Work task: Give only the number of lines in the records that include the string "hidden".

Extracted material:
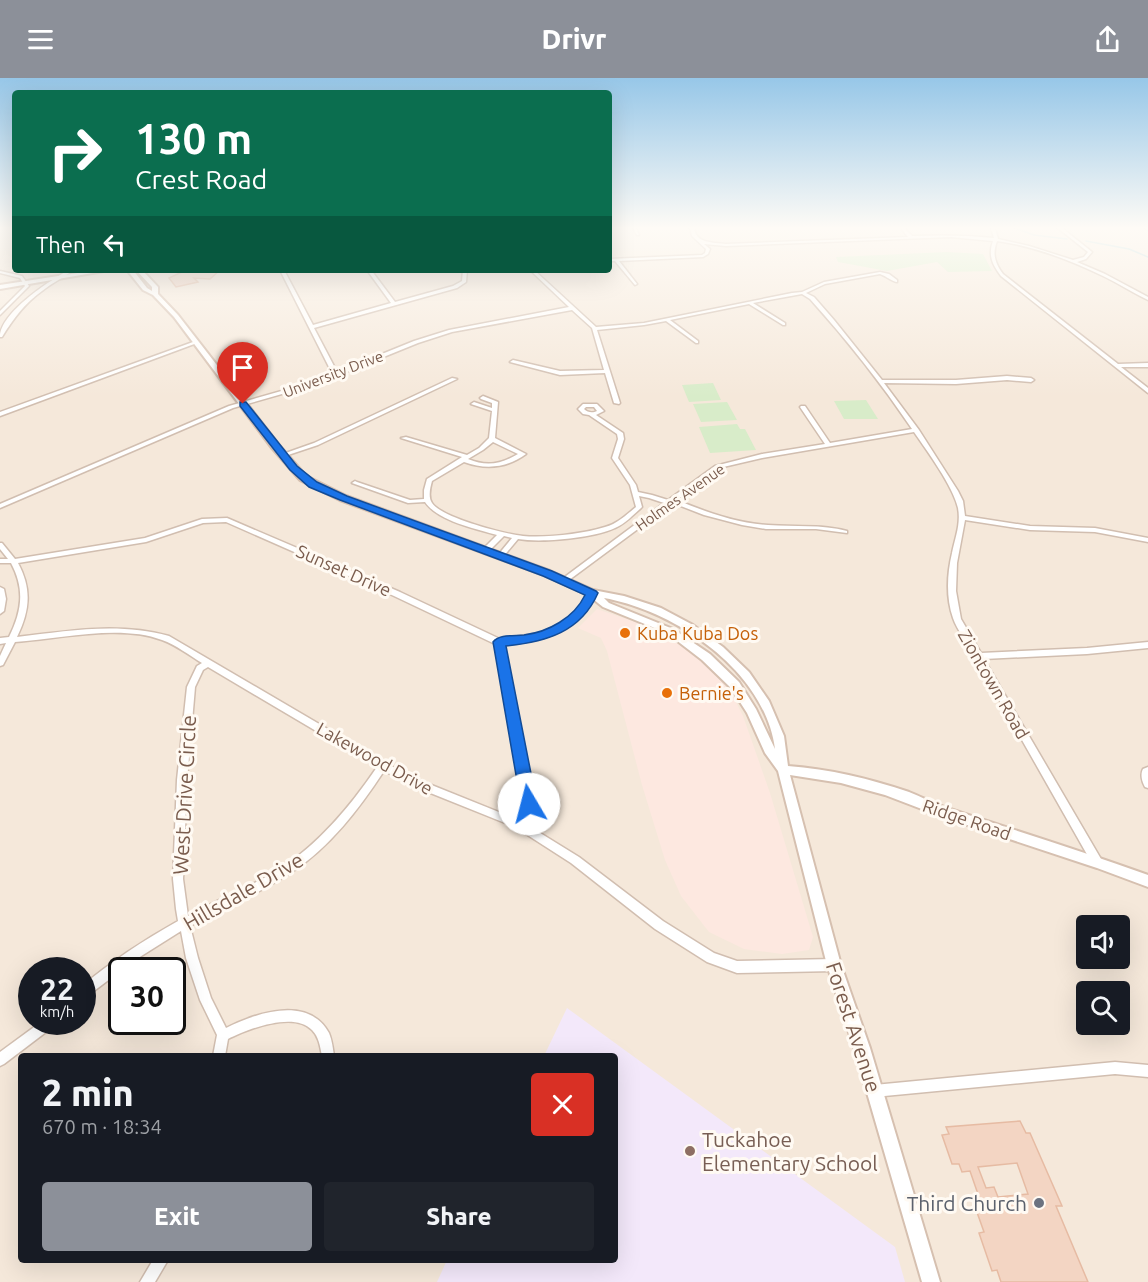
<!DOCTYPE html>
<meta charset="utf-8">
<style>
body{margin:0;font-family:Ubuntu,sans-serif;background:#20242c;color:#f1f3f6;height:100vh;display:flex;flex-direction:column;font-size:22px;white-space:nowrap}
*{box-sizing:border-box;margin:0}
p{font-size:20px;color:#9ea1a6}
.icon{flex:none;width:33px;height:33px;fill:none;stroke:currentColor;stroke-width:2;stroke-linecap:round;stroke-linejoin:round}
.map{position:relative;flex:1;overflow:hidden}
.drawer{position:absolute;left:18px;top:975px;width:600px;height:210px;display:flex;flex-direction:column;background:#171b24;border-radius:6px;box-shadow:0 6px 24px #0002}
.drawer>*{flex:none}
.top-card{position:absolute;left:12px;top:12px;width:600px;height:183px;border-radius:6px;box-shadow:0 6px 24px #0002;background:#0b6e4f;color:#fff;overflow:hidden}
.buttons{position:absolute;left:1076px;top:837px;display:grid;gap:12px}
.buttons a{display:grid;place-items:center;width:54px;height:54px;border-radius:6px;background:#171b24;box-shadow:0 6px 24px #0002;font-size:30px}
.speed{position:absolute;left:18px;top:879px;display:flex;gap:12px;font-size:30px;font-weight:700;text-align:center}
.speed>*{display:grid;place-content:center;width:78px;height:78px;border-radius:50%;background:#171b24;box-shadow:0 6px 24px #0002;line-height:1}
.speed small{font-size:15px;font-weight:400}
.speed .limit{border:3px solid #111;border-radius:9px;background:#fff;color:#111}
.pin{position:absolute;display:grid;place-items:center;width:51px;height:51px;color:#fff;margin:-62px -26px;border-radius:50% 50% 50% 0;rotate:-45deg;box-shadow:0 0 6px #0007}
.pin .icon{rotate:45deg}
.me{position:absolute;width:66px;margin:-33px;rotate:352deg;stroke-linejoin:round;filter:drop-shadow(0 0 4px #0008)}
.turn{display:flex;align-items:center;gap:21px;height:126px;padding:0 24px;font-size:27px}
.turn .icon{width:78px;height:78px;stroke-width:2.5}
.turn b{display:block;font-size:42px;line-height:51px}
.then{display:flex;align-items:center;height:57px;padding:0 24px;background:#0003;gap:12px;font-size:22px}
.round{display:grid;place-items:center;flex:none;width:63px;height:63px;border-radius:6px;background:#20242c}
.head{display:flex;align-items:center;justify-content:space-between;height:102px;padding:0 24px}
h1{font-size:36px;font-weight:800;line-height:45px}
.action{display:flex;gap:12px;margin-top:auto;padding:12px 24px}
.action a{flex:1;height:69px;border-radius:6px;background:#8c9099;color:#fff;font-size:24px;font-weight:800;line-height:69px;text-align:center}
.action a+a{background:#20242c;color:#f1f3f6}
header{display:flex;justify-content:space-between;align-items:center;height:78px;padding:0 24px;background:#8c9099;color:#fff;font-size:27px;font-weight:800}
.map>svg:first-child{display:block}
.residential{fill:#f5e8da;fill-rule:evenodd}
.commercial{fill:#fde8e0}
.education{fill:#f3e8fa}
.green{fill:#d8ecc9}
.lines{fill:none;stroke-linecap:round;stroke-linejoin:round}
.stream{stroke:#a5d3da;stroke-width:1.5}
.building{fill:#f3d5c3;stroke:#e6bba3;stroke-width:1.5;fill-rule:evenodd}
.street-casing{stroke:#d1beb0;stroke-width:3}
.secondary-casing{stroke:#d6c0b0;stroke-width:4}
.street{fill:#fff;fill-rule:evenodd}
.secondary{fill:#fff;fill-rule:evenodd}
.route{fill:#1a73e8;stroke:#114b97;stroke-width:1.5}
.food-dot{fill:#e8710a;stroke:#fffaf3;stroke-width:2}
.education-dot{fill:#8d6e63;stroke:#fffaf3;stroke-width:2}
.worship-dot{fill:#6b7280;stroke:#fffaf3;stroke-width:2}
.labels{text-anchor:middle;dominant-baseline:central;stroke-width:6;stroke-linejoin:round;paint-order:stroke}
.far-street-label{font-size:15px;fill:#7a5c4d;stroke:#fffaf3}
.street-label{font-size:18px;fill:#7a5c4d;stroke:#fffaf3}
.food-label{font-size:18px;fill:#c56008;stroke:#fffaf3;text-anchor:start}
.near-street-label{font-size:21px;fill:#7a5c4d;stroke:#fffaf3}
.near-education-label{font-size:21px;fill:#785e54;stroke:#fffaf3;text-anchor:start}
.near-worship-label{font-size:21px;fill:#5b616d;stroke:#fffaf3;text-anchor:end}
</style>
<header><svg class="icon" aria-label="menu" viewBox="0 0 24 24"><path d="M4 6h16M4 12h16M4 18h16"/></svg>Drivr<svg class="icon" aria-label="share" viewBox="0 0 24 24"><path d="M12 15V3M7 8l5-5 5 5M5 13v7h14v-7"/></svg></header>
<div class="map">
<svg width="1148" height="1204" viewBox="0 0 1148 1204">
<rect width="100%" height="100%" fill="#fdf6ec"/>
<path class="residential" d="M 0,151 L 15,151 L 15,192 L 609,192 L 609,151 L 1148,151 L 1148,1204 L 0,1204 ZM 1086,848 L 1119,848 L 1119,880 L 1086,880 ZM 32,892 L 82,892 L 82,944 L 32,944 ZM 122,892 L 172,892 L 172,944 L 122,944 ZM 1086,914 L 1119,914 L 1119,946 L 1086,946 ZM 21,978 L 615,978 L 615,1182 L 21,1182 Z"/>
<polygon class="commercial" points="597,531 650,549 674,563 708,588 732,616 743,638 770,715 813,859 809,872 782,876 744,871 709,854 681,818 665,782 642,707 607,573 601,560 578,550"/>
<polygon class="education" points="567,930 895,1169 905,1204 437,1204 447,1182 615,1182 615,978 544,978"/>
<g class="green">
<polygon points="947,174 983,176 992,193 948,194 937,184 887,193 838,184 836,179"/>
<polygon points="713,305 721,322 689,324 682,307"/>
<polygon points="866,322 878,341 844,341 834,323"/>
<polygon points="727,324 737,342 701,344 693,326"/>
<polygon points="737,346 740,351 745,351 756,372 710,375 699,349"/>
</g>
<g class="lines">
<g class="stream">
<polyline points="1015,150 1034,157 1067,161"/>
<polyline points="1086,163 1129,171 1148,179"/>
</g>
</g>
<g class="building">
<polygon points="186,192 220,192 210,201 194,200 198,204 176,209 169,200"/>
<path d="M 1020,1043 L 1026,1055 L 1030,1055 L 1062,1128 L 1056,1128 L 1088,1204 L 1001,1204 L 997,1192 L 992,1193 L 979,1155 L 984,1154 L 973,1123 L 980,1122 L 970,1093 L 962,1094 L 959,1086 L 952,1086 L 942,1057 L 949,1056 L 946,1049 ZM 1017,1085 L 1028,1116 L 998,1119 L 994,1109 L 986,1110 L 978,1089 Z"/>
</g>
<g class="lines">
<defs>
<g id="street">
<polygon points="633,150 636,150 639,157 637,157"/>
<path d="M 690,150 L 694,150 C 696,166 713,164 726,166 L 908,159 L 901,150 L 904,150 L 912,158 C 939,157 966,157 994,160 L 991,150 L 995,150 L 998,161 L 1029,168 L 1073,182 L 1084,179 L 1088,174 L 1058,150 L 1062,150 L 1092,174 L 1086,181 L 1077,184 L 1105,196 L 1148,219 L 1148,222 C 1133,215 1118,205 1103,198 C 1070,182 1034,168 997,163 C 992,176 995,185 1003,196 L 1118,286 L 1148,285 L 1148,289 L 1121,289 L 1148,310 L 1148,315 L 1001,198 C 992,186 988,177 993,163 L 951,159 L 726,168 L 704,166 L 710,171 L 708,176 L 703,179 L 619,183 L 637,206 L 635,207 L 615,183 L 609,183 L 609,181 L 702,177 L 705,175 L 706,171 L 692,158 Z"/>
<polygon points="1148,150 1148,152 1145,150"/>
<path d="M 69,192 L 74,192 C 64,199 52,205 42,213 C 25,225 13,241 2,259 L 0,259 C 0,235 49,203 69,192 Z"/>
<path d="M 280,192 L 284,192 L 313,247 L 391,225 L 367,192 L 371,192 L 395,224 L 453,208 L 462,203 L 463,192 L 467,192 L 466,204 L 457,210 L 314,250 L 335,290 L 340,293 L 414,263 L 449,252 L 569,229 L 530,192 L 534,192 L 596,249 L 644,245 L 792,215 L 802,214 L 824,204 L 880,194 L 889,196 L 897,202 L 897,204 C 893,204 886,198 880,196 L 825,206 L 806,215 L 814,219 L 834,242 L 882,302 L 956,302 L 1007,298 L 1031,300 L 1034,302 L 1031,304 L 1007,302 L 956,306 L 884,305 L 919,352 L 958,413 L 963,423 L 965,438 L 1030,448 L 1095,450 L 1148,460 L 1148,464 L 1095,454 L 1030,452 L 965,442 L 957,485 L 956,513 L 961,541 L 981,575 L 1087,570 L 1148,564 L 1148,570 L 1087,576 L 984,581 L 1101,781 L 1102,784 L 1101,787 L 1097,789 L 1093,787 L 976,581 L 972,578 L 973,576 C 967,564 957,552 953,540 C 946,520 947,496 952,475 C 955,460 961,446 958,430 C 953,408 927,373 914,354 L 762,380 L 719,390 L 677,422 C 706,434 736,445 768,447 C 795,449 821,446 847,453 L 847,455 L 816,451 L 766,451 L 742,447 L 704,437 L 673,425 L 565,505 L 562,505 L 561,503 L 562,501 L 664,425 L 649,420 L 639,418 L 642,429 L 641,430 C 633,437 625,446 615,450 C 594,460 542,465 518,461 L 503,479 L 501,479 L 498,477 L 512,460 L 504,458 L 488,474 L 484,474 L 484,470 L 497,457 C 476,451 438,443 425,424 L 408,425 L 352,405 L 355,403 L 357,404 L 410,422 L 424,421 L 424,412 L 427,401 L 462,379 L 401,360 L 406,359 L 467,377 L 479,370 L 489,360 L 492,333 L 471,326 L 474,324 L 492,330 L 492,325 L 481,321 L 480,320 L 483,318 L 498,324 L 495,360 L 526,376 C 507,390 486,392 464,384 L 432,403 C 430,410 428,419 432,425 C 442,440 505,456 523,458 C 545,460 583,456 605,449 C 617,446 626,437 636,429 L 630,407 L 612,380 L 618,361 L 617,356 L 589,337 L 583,336 L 578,331 L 583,326 L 597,326 L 604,333 L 596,337 L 623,355 L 624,361 L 618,380 L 636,407 L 638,414 L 652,417 L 668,422 L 715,388 L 762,376 L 825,366 L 800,329 L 801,328 L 805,328 L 830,365 L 912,351 C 881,305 847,262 810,221 L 802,216 L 753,225 L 785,245 L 785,247 L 783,247 L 749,226 L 670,242 L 698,263 L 698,265 L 696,265 L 666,243 L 644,247 L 597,252 L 620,325 L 619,326 L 614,325 L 605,295 L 560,297 L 510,284 L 513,282 L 560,293 L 604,292 L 592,250 L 572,232 L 452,254 L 418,265 L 317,306 L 233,330 L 0,430 L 0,426 L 229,328 L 313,304 L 335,295 L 330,291 ZM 586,329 L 594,329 L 597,333 C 593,335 588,335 584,331 ZM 493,364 L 518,376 C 501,386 487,389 468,381 L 483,372 Z"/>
<polygon points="0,193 22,198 29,208 0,237 0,233 25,208 20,200 0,195"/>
<polygon points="193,264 197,265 0,338 0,334"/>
<polygon points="452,300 457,301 318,367 285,378 280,377 314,365"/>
<path d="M 227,440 L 400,514 L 500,561 L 540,555 L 563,545 L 574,537 L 582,528 L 588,513 L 594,513 L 595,515 C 577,557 545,562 503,566 L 533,713 L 534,726 L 524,745 L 579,779 L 663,843 L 714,875 L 737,883 L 834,881 L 838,883 L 840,887 L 838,891 L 834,893 L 737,895 L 707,884 L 655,851 L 571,785 L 515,749 L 418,710 L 384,693 C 359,731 330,769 292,794 C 260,815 224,830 190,848 L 198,880 L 211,920 L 226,950 C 256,935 308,917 329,955 C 332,962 333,971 334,978 L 322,978 C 320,968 319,959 312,952 C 294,933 248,951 228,961 L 225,978 L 213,978 L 217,957 L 200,922 L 186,880 L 181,853 L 135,882 L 82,922 L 82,908 C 112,883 144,862 178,843 L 176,831 L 173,801 L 177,702 L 187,609 L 197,588 L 202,585 C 189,577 176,567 162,562 C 120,546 59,561 15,564 L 3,587 L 0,588 L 0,578 L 6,565 L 0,566 L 0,560 L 9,559 C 22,533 25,511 11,485 L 0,485 L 0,481 L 8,481 L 0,471 L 0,465 L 2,465 L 15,481 L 145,460 L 202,441 ZM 226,444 L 394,518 L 495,566 L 523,713 L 524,726 L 516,741 L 424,704 L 389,687 L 169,558 C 118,544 68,553 17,559 C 30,532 32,511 18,485 L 146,464 L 203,445 ZM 208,589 L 377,689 C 352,726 323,761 286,787 C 256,807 220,820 188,838 L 183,801 L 187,702 L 195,609 L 203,592 Z"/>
<polygon points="0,509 4,511 6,521 4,533 0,536"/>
<path d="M 1148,689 L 1148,710 L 1145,709 C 1142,704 1140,696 1143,691 Z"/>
<polygon points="41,944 56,944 54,948 4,986 0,988 0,974"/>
<polygon points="1115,984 1148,987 1148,999 1115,996 874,1019 870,1017 868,1013 870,1009 874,1007"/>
<polygon points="153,1182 168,1182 155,1204 140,1204"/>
</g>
<g id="secondary">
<polygon points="97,192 110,192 0,211 0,207"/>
<path d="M 127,192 L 133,192 L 147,210 L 152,213 L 152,209 L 136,192 L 142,192 L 158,209 L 158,216 L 178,237 L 278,366 L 306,398 L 346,418 L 550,493 L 593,512 L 624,518 L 661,530 L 693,547 L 723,569 L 749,594 L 769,623 L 784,658 L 788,688 C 829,691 871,701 909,714 C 922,719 934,726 947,730 C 1014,752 1082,773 1148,797 L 1148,809 L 1097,790 L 940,738 L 885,717 L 841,705 L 790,697 L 841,887 L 870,970 L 940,1204 L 922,1204 L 854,970 L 827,887 L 778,693 L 765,675 L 747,635 L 731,610 L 702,582 L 667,555 L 603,529 L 588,517 L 544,497 L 340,422 L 300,402 L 272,370 L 174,239 L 153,217 L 143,212 ZM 604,520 C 676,533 765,593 775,671 L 756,631 L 739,604 L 710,576 L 673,551 L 609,525 Z"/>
</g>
</defs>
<use href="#street" class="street-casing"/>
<use href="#secondary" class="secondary-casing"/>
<use href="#street" class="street"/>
<use href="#secondary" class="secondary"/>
</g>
<linearGradient id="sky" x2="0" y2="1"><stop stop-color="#97c7e8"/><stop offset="0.47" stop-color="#fefbf6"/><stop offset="1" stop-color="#fefbf6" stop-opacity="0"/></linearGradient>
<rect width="1148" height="319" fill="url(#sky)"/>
<path class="route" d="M 240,324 L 246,324 L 297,388 L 317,404 L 347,418 L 552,493 L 596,513 L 598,515 C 581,554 546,564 506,568 L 537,726 L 535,730 L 529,732 L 523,730 L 521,726 L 493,564 C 499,556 514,558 524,557 C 548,554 574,540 585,517 L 543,498 L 340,422 L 309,409 L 290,392 L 240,328 Z"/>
<g class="food-dot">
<circle cx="625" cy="555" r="6"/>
<circle cx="667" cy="615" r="6"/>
</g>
<circle class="education-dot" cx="690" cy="1073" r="6"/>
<circle class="worship-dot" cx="1039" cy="1125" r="6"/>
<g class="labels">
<g class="far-street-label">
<text transform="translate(333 296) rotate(-21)">University Drive</text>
<text transform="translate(680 419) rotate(-35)">Holmes Avenue</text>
</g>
<g class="street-label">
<text transform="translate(344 492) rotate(24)">Sunset Drive</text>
<text transform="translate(994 606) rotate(60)">Ziontown Road</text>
<text transform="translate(375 680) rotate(29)">Lakewood Drive</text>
<text transform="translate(967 741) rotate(19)">Ridge Road</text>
</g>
<g class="food-label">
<text x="637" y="555">Kuba Kuba Dos</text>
<text x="679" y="615">Bernie's</text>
</g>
<g class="near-street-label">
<text transform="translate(184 717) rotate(-87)">West Drive Circle</text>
<text transform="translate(243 813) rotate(-30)">Hillsdale Drive</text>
<text transform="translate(854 949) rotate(72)">Forest Avenue</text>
</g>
<g class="near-education-label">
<text x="702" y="1061">Tuckahoe<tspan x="702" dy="24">Elementary School</tspan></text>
</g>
<g class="near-worship-label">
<text x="1027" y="1125">Third Church</text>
</g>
</g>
</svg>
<div class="buttons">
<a><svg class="icon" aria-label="sound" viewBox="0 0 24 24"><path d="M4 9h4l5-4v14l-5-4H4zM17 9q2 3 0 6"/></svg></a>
<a><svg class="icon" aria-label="search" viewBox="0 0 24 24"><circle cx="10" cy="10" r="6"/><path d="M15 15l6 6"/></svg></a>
</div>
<div class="speed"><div>22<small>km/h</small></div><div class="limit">30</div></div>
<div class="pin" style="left:243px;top:326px;background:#d93025"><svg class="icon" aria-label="arrive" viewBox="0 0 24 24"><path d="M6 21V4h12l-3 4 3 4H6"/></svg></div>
<svg class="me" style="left:529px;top:726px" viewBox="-20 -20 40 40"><circle r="19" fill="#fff"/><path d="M0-13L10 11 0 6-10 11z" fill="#1a73e8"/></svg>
<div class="top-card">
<div class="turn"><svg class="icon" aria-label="right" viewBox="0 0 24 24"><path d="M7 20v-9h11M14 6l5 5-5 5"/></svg><div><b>130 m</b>Crest Road</div></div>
<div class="then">Then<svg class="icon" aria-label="left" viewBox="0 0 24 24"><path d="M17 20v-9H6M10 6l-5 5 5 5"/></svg></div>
</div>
<section class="drawer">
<div class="head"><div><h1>2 min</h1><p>670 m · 18:34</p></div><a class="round" style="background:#d93025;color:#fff"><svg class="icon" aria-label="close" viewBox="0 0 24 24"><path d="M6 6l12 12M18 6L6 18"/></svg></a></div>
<div class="action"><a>Exit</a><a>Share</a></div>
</section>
</div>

Answer to this task: 2